Start of Given entries
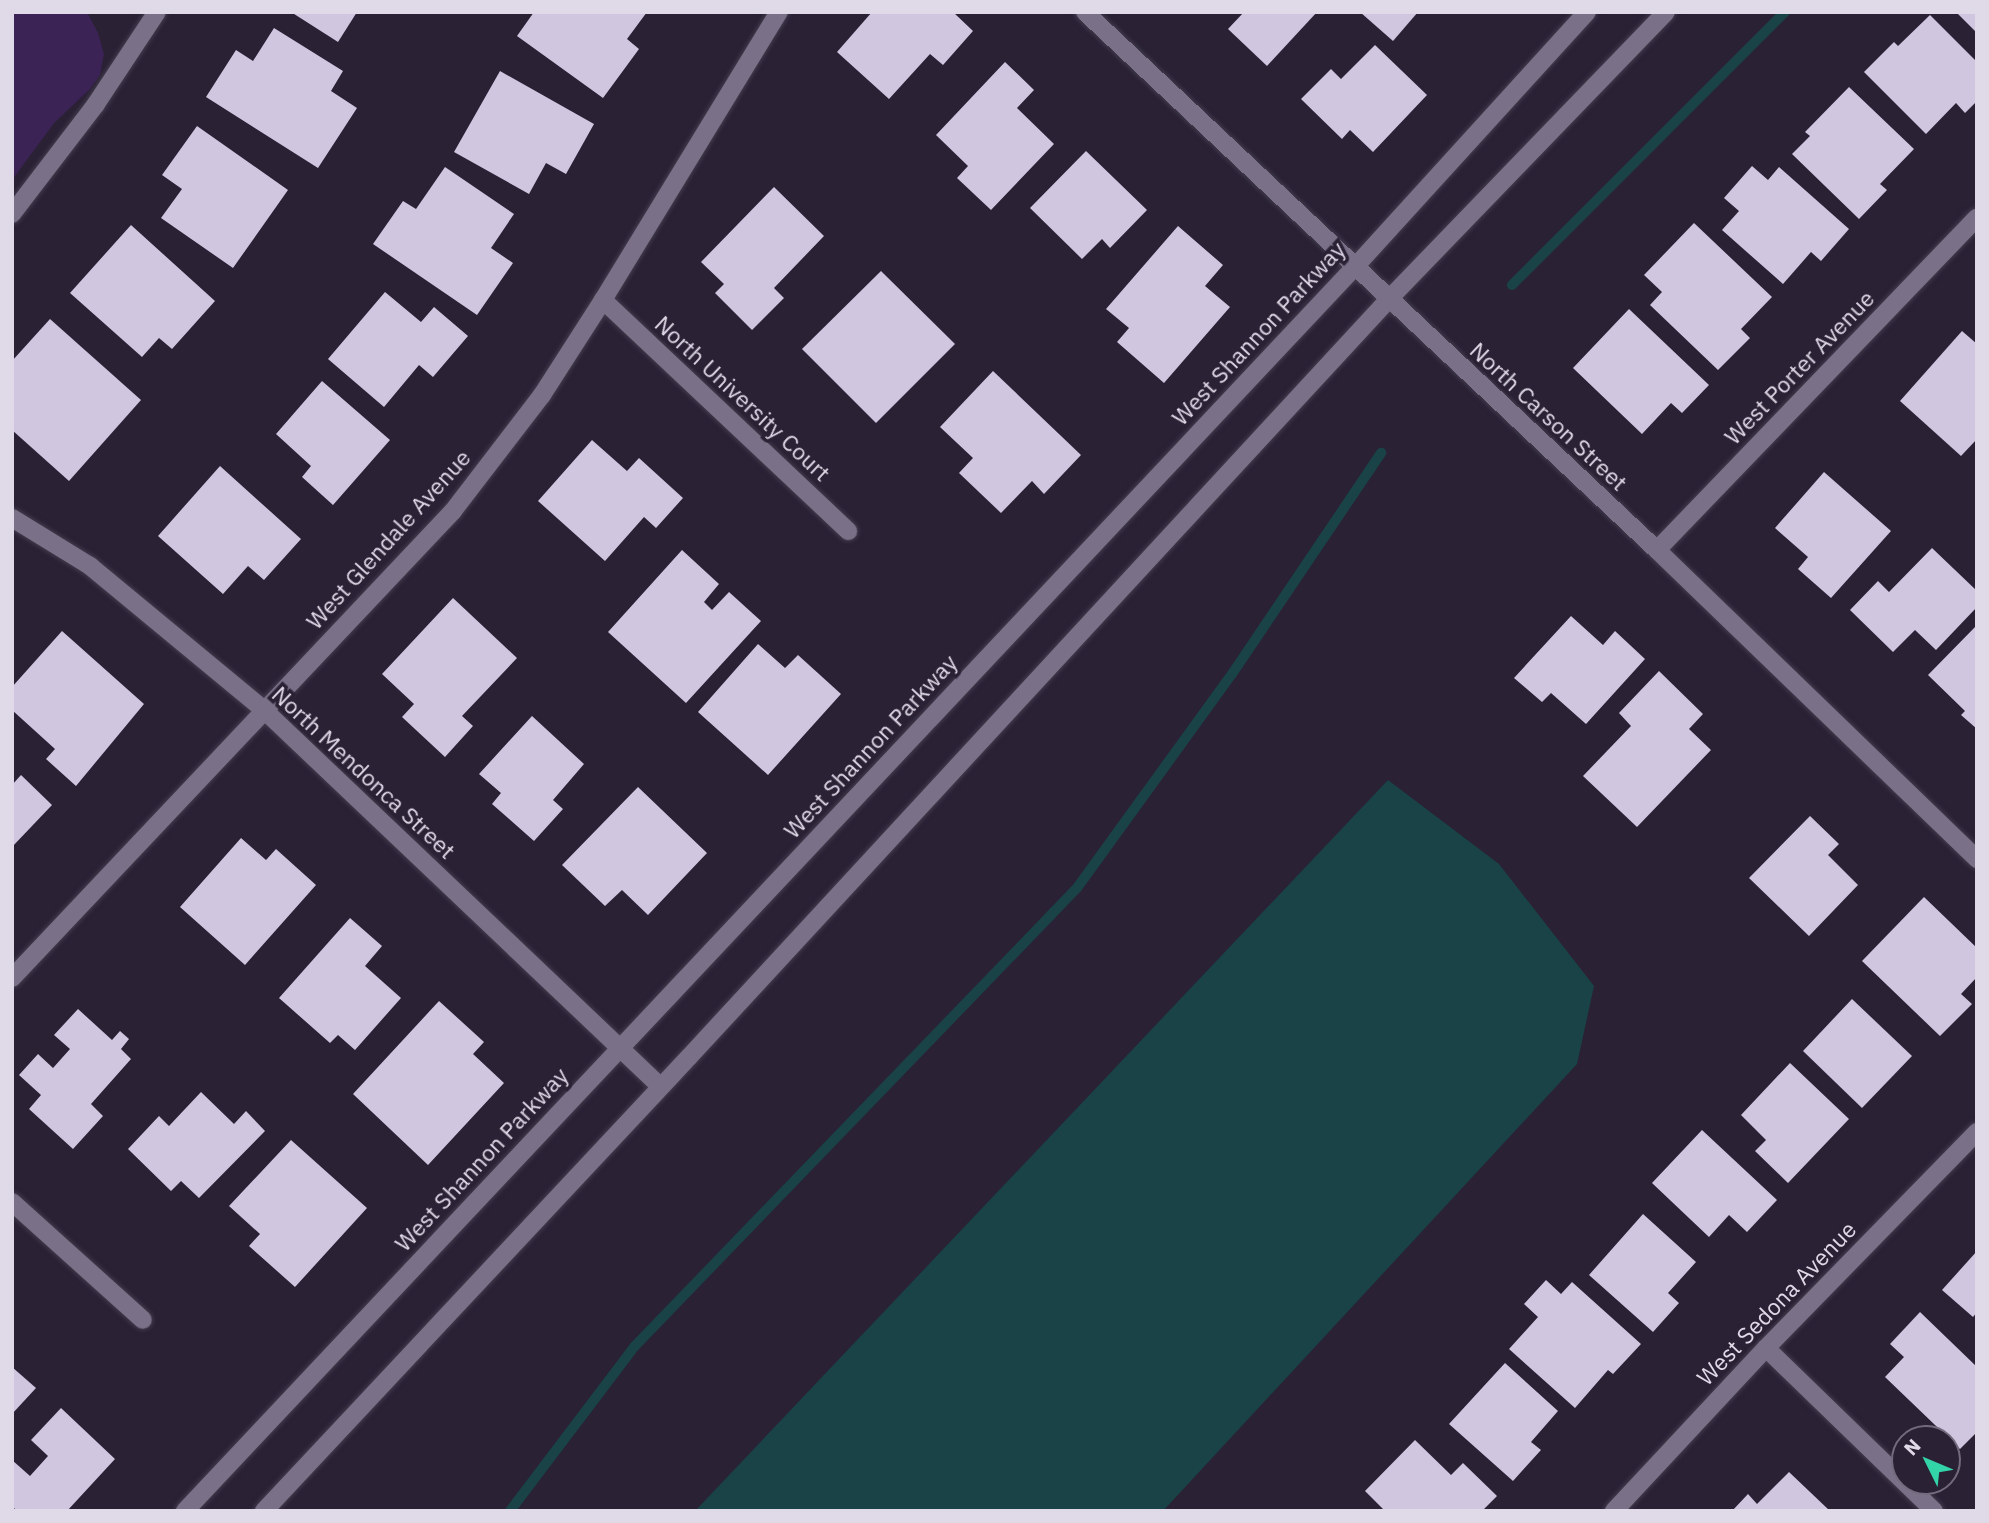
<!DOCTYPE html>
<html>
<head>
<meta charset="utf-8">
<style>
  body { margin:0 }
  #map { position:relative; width:1989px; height:1523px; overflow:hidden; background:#2a2135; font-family:"IBM Plex Sans",sans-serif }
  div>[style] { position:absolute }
  .green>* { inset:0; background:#3b2356 }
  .water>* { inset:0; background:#194347 }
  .stream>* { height:10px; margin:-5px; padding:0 5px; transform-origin:5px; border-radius:5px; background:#194347 }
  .building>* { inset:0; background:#d0c6e0 }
  .roads { filter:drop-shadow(0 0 2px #433c4d) drop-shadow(0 0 2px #433c4d) }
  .minor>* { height:18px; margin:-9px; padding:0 9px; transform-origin:9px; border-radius:9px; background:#7a7188 }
  .tertiary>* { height:18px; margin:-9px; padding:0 9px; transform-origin:9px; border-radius:9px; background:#7a7188 }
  span { translate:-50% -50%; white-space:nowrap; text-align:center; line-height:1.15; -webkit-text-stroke:7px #2a2135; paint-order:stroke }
  .street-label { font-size:23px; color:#e0dae8 }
  .frame { position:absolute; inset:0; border:14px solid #e0dae8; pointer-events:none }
  .north { position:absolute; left:1891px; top:1425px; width:70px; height:70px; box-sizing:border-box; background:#2a2135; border:2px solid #736b7d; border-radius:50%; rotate:313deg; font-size:19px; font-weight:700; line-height:28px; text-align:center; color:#e0dae8 }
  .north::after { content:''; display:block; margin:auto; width:24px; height:32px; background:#33d4a8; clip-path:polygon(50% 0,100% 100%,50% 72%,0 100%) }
</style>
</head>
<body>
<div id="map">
  <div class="green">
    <div style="clip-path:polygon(12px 12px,87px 12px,98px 33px,104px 54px,100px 75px,90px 89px,54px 123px,12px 180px)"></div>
  </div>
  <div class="water">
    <div style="clip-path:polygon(1388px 780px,1499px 864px,1594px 986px,1577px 1064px,1163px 1511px,695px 1511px)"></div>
  </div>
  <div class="stream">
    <div style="left:1512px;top:285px;width:386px;rotate:-45deg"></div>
    <div style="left:510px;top:1511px;width:207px;rotate:-52.9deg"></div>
    <div style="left:635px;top:1346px;width:636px;rotate:-46.02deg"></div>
    <div style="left:1077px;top:888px;width:264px;rotate:-54.1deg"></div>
    <div style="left:1232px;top:674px;width:267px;rotate:-56deg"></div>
  </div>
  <div class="building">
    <div style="clip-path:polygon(291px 12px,357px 12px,338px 42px)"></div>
    <div style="clip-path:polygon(534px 12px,647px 12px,627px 39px,639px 49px,603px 98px,517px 36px)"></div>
    <div style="clip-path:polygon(872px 12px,953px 12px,973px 31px,943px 65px,930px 54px,889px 99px,837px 52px)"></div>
    <div style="clip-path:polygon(1244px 12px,1317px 12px,1267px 66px,1228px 29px)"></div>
    <div style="clip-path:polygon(1360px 12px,1418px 12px,1393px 41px)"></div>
    <div style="clip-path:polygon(1956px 12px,1977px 12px,1977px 33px)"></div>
    <div style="clip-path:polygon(1930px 15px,1977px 62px,1977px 101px,1965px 113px,1956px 103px,1926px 134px,1864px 72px,1894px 42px,1898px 46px)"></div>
    <div style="clip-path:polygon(274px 28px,343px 71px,331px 91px,357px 108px,318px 168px,206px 97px,236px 50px,253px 61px)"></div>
    <div style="clip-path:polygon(1375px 45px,1427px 95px,1373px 152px,1350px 130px,1342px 139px,1301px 99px,1331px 69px,1341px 79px)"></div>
    <div style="clip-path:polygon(1005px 62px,1034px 90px,1017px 108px,1054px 144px,991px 210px,957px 178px,968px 166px,936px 135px)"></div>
    <div style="clip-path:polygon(500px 71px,594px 124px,566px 174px,546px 163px,529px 194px,454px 152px)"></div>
    <div style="clip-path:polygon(1849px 87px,1914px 149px,1880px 184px,1887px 190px,1859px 219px,1792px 154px,1810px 136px,1805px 132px)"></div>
    <div style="clip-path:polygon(197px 126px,288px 190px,233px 268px,161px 218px,182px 189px,162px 175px)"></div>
    <div style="clip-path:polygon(1086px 151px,1147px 210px,1110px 248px,1102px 239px,1082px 259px,1030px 208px)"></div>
    <div style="clip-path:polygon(1752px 166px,1768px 180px,1779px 167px,1849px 229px,1821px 261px,1811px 252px,1783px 284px,1722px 230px,1739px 211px,1724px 198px)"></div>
    <div style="clip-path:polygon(445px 167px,514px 214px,491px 248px,513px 263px,477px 315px,373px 244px,403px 201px,416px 209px)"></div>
    <div style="clip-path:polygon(774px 187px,824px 236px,774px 288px,784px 298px,752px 330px,715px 293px,724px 284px,701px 262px)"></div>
    <div style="clip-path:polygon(1694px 223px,1772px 297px,1741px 329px,1750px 338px,1718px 370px,1650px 305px,1662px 292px,1644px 275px)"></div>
    <div style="clip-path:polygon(131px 225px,215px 301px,172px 349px,159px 338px,142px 357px,70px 293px)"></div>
    <div style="clip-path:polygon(1178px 226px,1223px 265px,1205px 286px,1230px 307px,1164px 383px,1117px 342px,1129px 328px,1106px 309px)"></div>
    <div style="clip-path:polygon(881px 271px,955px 344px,876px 423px,802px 349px)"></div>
    <div style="clip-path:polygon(385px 292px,421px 322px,434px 307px,468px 336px,433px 377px,419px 365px,384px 407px,328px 359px)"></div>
    <div style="clip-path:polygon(1629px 309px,1709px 385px,1682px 413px,1671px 403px,1642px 434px,1573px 368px)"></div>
    <div style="clip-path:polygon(50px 319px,141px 400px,69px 481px,12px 430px,12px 361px)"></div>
    <div style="clip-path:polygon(1962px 331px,1977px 344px,1977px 439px,1961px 456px,1900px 401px)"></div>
    <div style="clip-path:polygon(993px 371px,1081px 455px,1044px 494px,1032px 481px,1001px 513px,959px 473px,973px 458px,940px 427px)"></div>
    <div style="clip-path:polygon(322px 381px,390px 440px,333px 505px,302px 477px,311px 466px,276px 434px)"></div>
    <div style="clip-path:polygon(592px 440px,627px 471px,639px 458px,683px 498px,656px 528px,644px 517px,605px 561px,538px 501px)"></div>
    <div style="clip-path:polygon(220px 466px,301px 539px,264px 580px,248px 566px,223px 594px,158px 536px)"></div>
    <div style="clip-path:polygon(1824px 472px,1891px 531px,1831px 598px,1798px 569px,1808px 557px,1775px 528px)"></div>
    <div style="clip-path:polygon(1932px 548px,1977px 591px,1977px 607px,1936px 650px,1915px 630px,1893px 652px,1850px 610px,1878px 581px,1889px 592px)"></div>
    <div style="clip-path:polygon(682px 550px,719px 584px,704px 602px,712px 610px,729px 592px,761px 621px,686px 703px,608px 632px)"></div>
    <div style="clip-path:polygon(453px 598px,517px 658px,462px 716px,473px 726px,445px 757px,402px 717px,414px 704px,382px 674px)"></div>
    <div style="clip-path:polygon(1571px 616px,1603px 645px,1615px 631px,1645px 659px,1586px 724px,1551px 693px,1542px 702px,1514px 678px)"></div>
    <div style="clip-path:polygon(1977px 625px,1977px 729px,1961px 715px,1965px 711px,1928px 675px)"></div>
    <div style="clip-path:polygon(62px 631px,144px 704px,76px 786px,46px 759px,55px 749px,12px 710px,12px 687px)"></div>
    <div style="clip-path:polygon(758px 644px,785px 668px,798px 655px,841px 694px,768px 775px,698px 712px)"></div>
    <div style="clip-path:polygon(1659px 671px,1703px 714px,1689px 729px,1711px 750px,1637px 827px,1583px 776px,1631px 726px,1619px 713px)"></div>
    <div style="clip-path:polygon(532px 716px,584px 764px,553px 800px,563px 809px,534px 841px,492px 804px,501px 793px,479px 774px)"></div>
    <div style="clip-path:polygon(21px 775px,52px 805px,12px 847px,12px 785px)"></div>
    <div style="clip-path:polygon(638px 787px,707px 853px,648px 915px,622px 890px,605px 906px,562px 865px)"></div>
    <div style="clip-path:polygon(1810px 816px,1839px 844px,1828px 855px,1858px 885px,1809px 936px,1749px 878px)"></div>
    <div style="clip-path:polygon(241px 838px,266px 860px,276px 849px,316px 885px,245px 965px,180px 907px)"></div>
    <div style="clip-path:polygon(1924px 897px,1977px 948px,1977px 977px,1961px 994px,1972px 1004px,1940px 1036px,1862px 961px)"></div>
    <div style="clip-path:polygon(350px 918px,382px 946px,365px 966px,401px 998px,355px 1050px,338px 1035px,330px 1043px,279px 998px)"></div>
    <div style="clip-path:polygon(1852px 999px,1912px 1056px,1862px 1108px,1803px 1051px)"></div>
    <div style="clip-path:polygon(439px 1001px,484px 1042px,473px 1054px,504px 1083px,428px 1165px,353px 1094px)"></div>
    <div style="clip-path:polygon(78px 1009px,112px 1040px,120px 1031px,129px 1039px,121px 1049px,131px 1059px,91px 1104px,103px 1116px,73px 1149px,29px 1109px,41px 1095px,19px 1075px,38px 1054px,53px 1068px,70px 1049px,54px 1035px)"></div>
    <div style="clip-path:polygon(1790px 1063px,1849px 1119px,1788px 1183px,1755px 1151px,1766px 1140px,1741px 1115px)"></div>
    <div style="clip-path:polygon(201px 1092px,234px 1124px,246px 1111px,265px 1131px,199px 1198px,181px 1181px,171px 1191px,128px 1149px,159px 1116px,169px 1126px)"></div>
    <div style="clip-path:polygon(1702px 1130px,1777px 1200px,1747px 1232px,1729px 1215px,1709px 1237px,1652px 1183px)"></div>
    <div style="clip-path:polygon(291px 1140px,367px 1208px,295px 1287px,249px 1246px,260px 1234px,229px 1206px)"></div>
    <div style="clip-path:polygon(1643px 1214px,1696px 1262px,1668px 1293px,1679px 1303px,1653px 1332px,1589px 1275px)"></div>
    <div style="clip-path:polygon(1977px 1251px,1977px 1312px,1973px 1317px,1942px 1290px)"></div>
    <div style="clip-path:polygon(1546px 1280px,1561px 1294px,1572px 1282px,1641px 1344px,1613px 1374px,1608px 1370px,1575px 1408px,1509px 1349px,1538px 1317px,1524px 1304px)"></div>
    <div style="clip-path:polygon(1920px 1312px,1977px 1367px,1977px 1432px,1960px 1449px,1885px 1377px,1904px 1357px,1890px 1344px)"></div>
    <div style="clip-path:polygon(1505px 1363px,1558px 1411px,1531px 1442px,1541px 1450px,1513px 1481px,1449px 1424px)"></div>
    <div style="clip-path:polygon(12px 1367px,36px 1388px,12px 1414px)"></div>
    <div style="clip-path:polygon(61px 1408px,115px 1459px,67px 1511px,17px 1511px,12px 1506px,12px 1460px,30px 1476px,48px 1456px,31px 1440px)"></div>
    <div style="clip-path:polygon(1415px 1440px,1451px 1475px,1463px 1463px,1497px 1496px,1482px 1511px,1385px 1511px,1365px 1491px)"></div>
    <div style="clip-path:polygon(1789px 1472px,1830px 1511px,1732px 1511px,1748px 1494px,1757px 1504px)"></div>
  </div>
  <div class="roads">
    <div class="minor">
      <div style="left:1085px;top:12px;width:785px;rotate:43.25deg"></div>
      <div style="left:1657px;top:550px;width:445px;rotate:44deg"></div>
      <div style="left:12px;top:214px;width:138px;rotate:-52.6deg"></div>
      <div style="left:96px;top:104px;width:110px;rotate:-56.5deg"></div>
      <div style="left:603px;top:300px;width:337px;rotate:43.3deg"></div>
      <div style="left:12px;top:518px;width:92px;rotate:31.6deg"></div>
      <div style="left:90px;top:566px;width:226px;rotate:39.6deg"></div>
      <div style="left:264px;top:710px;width:547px;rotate:43.52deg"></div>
      <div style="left:1657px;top:550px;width:461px;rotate:-46.1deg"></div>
      <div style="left:12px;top:978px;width:642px;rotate:-46.64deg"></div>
      <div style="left:453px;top:511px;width:146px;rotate:-52.5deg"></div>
      <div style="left:542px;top:395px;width:113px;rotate:-57.3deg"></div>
      <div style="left:603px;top:300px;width:338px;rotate:-58.6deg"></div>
      <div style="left:12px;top:1202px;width:176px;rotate:42deg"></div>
      <div style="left:1766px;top:1348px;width:234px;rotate:44.1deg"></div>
      <div style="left:1614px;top:1511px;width:223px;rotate:-47deg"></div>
      <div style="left:1766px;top:1348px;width:302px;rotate:-45.7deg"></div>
    </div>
    <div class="tertiary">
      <div style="left:185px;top:1511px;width:1706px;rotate:-46.76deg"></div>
      <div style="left:1354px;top:268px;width:346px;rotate:-47.7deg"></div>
      <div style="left:264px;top:1511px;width:622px;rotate:-46.89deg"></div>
      <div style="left:689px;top:1057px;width:1030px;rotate:-47.28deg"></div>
      <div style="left:1388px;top:300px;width:400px;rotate:-46deg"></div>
    </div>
  </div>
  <div class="street-label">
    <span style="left:1258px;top:333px;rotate:-47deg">West Shannon Parkway</span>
    <span style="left:1799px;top:367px;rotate:-46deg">West Porter Avenue</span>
    <span style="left:743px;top:398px;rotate:43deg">North University Court</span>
    <span style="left:1549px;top:416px;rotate:43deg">North Carson Street</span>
    <span style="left:388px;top:539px;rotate:-48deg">West Glendale Avenue</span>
    <span style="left:870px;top:746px;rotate:-47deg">West Shannon Parkway</span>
    <span style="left:364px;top:772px;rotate:43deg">North Mendonca Street</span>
    <span style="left:481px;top:1159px;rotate:-47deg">West Shannon Parkway</span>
    <span style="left:1776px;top:1303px;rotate:-46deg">West Sedona Avenue</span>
  </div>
  <div class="frame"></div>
  <div class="north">N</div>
</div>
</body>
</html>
End of Given entries
Every line of the records above where the string "stream" is found should be copied.

▸ Task result:
  .stream>* { height:10px; margin:-5px; padding:0 5px; transform-origin:5px; border-radius:5px; background:#194347 }
  <div class="stream">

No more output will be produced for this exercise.